Strategic Projects Lead
Pareto Ai
United States$140,000 - $180,000 / yearOther
🧠 About us
At Pareto.AI, we’re on a mission to enable top talent around the world to participate in the development of cutting-edge AI models.
In coming years, AI models will transform how we work and create thousands of new AI training jobs for skilled talent around the world. We’ve joined forces with top AI and crowd researchers at Anthropic, Character.AI, Imbue, Stanford, and University of Pennsylvania to build a fair and ethical platform for AI developers to collaborate with domain experts to train bespoke AI models.
🚀 About this role
Pareto builds human training data pipelines for frontier AI labs. As a Strategic Projects Lead, you sit at the center of that work — owning the architecture, execution, and continuous improvement of complex data collection and evaluation workflows from first scoping call to final delivery.
This is a technical operations role, not a project management role. You'll be expected to read code, deep dive data, reason about LLM internals, design evaluation frameworks, and — increasingly — deploy and iterate on AI agents to automate the work your pipelines do today. We're actively building toward a model where agentic systems handle quality gates, expert routing, and output review, and SPLs are the people designing and operating those systems.
You'll work directly with AI researchers and technical program managers at our client organizations, own delivery against model performance benchmarks, and lead a team of project managers who handle day-to-day execution tracking.
🎯 What you'll do
- Pipeline architecture: Design end-to-end data collection and evaluation pipelines for RLVR, RLHF, SFT, red-teaming, and model evaluation workflows. This includes expert sampling strategy, annotation schema, rubric structure, inter-rater calibration, and QA system design. You'll prototype workflows quickly, identify risks, make tradeoff decisions, and communicate with engineering teams about agent interactions.
- Agentic system deployment: Build, test, and iterate on AI agents that automate pipeline tasks like quality review, expert matching, output flagging, and throughput anomaly detection. Work closely with the engineering team to scope capabilities, write prompts and evaluation logic, and monitor agent performance.
- Quality systems: Define data quality standards, conduct audits using reliability metrics, calibration sets, and statistical sampling, and create systems to prevent quality issues like automated checks and structured output validations.

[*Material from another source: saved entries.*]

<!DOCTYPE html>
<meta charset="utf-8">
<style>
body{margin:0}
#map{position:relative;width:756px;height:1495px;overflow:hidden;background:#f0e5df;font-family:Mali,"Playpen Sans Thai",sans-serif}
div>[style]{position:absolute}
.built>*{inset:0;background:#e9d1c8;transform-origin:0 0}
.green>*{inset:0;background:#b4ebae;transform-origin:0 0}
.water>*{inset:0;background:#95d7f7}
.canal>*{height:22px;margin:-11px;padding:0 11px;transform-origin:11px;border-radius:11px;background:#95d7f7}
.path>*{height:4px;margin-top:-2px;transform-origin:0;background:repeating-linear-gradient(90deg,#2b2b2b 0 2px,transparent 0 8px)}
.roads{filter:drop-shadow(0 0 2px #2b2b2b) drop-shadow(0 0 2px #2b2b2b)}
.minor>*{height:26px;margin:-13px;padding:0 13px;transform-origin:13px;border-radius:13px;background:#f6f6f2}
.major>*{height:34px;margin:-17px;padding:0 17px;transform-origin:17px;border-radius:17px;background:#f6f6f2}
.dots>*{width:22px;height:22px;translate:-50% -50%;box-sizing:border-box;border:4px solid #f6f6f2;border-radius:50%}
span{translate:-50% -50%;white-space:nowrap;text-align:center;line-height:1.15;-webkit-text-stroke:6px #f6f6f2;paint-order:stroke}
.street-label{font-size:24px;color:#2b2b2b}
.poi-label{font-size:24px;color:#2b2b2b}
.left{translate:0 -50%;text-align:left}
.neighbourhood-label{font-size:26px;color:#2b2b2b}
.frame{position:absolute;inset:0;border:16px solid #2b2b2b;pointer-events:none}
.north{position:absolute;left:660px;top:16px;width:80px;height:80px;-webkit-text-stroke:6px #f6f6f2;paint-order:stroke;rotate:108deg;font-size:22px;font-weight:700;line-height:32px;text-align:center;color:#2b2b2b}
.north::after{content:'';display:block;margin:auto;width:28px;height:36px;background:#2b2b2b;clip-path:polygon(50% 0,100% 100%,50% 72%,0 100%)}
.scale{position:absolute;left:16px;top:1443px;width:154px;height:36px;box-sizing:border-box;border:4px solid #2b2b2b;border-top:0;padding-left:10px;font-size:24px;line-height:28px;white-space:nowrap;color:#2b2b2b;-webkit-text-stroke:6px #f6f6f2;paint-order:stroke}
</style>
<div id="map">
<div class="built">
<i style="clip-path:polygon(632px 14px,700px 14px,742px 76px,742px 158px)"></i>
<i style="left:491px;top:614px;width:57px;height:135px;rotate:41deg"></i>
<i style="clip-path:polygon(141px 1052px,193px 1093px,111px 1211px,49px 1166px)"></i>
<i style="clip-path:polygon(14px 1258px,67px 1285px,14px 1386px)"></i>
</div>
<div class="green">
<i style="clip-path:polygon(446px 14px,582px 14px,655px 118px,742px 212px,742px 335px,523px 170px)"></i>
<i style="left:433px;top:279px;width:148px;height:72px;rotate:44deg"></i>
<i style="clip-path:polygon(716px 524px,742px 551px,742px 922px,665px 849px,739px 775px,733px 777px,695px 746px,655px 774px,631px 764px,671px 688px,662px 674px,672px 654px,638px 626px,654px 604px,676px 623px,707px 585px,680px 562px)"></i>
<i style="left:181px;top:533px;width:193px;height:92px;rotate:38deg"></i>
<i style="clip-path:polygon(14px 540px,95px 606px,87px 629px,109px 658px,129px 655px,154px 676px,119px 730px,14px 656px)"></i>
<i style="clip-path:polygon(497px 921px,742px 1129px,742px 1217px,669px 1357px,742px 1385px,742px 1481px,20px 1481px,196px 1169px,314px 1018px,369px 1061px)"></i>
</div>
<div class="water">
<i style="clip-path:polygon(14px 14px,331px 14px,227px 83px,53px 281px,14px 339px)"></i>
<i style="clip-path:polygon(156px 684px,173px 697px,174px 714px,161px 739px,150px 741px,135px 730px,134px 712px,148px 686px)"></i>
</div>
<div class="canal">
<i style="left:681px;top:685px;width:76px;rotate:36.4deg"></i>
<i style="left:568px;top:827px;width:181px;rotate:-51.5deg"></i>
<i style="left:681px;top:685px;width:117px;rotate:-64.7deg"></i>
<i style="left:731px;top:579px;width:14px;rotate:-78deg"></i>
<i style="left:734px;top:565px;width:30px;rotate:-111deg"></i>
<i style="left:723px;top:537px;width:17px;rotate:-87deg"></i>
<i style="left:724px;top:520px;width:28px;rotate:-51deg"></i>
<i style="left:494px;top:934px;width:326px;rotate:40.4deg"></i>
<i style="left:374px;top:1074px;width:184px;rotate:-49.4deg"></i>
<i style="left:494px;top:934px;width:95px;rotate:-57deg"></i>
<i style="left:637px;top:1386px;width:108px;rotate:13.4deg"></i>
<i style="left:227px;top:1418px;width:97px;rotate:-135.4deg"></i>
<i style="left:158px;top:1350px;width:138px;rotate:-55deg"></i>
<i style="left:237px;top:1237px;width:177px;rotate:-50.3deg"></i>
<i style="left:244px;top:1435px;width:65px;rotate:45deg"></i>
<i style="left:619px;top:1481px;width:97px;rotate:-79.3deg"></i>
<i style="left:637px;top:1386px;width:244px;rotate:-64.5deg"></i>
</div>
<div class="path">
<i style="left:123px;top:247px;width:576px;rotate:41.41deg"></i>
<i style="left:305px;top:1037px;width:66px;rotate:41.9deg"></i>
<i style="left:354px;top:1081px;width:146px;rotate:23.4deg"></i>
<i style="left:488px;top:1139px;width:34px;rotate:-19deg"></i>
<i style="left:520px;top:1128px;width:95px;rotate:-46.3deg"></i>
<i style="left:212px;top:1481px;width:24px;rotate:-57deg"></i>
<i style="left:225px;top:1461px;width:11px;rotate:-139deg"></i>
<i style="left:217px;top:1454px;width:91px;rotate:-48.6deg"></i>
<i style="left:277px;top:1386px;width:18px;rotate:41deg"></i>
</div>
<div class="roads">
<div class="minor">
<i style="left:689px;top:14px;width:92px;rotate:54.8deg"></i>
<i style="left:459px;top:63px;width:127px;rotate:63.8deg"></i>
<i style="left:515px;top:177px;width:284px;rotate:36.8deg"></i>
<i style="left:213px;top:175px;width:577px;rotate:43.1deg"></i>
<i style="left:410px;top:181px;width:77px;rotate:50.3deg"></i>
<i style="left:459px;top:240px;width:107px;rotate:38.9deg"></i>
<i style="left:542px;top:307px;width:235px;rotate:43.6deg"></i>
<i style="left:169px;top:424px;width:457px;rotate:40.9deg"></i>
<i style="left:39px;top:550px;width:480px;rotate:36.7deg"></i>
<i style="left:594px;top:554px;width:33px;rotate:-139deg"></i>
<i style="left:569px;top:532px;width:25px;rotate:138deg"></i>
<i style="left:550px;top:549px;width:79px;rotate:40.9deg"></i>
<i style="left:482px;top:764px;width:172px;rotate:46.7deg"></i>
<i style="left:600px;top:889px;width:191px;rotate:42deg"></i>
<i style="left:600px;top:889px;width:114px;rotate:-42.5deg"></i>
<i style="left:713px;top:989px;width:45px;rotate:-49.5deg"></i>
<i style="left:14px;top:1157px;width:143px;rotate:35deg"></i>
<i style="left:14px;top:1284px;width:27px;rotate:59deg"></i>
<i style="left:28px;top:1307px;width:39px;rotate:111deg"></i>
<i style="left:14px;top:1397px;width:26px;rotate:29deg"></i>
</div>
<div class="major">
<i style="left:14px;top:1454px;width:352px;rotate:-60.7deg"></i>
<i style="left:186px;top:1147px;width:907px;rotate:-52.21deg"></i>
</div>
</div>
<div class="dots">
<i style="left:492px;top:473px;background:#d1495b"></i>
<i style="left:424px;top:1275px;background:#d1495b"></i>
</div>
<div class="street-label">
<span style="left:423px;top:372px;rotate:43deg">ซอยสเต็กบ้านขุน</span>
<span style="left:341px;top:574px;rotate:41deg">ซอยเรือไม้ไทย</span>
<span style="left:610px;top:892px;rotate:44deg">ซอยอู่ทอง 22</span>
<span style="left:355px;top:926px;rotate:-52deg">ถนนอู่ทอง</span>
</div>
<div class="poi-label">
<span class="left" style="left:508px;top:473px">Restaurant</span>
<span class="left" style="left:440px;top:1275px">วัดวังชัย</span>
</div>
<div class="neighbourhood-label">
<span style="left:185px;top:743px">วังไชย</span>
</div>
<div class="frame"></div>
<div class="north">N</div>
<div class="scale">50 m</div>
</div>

- Client interface: Engage directly with AI researchers and technical program managers to translate requirements into operational workflows, communicate pipeline performance, escalate risks, and contribute to project scoping and pricing.
- Research integration: Stay current with advancements in LLM post-training, evaluation methodology, and data tooling. Evaluate new approaches and integrate them into active pipelines for improved quality and efficiency.
🎯 What you'll need
- Proficiency in Python and SQL for data manipulation, pipeline monitoring, and quality analysis.
- Working knowledge of LLM internals, such as RLHF/SFT training loops, prompt structure, and RL environments.
- Hands-on experience with agentic or LLM workflow frameworks like LangChain, DSPy, or equivalent.
- Demonstrated ownership of a data or ML pipeline from scoping through delivery, including quality design.
- Strong written communication for technical guidelines, rubrics, and pipeline performance reports.
- Comfortable operating with ambiguity in fast-moving environments with shifting client priorities.
🌟 You'll stand out if you have
- Direct experience with RL environment data pipelines, evaluation framework design, and red-teaming workflows.
- Background in data engineering, ML research support, or equivalent roles.
- Experience designing or operating agentic systems in production or near-production contexts.
- Familiarity with inter-rater reliability methods, calibration set design, and annotation quality frameworks.
- Prior client-facing or technical program management experience in AI/ML contexts.
- Experience handling projects with fuzzy upfront specs or evolving requirements.
🌟 What we value in candidates
We care less about credentials than about demonstrated ability to own complex technical work and build better systems. A background in software engineering, data science, or ML research is common, but excellent SPLs also come from ML operations, computational linguistics, and applied research support. What matters is your ability to analyze datasets, fix issues, write code, and design preventative workflows.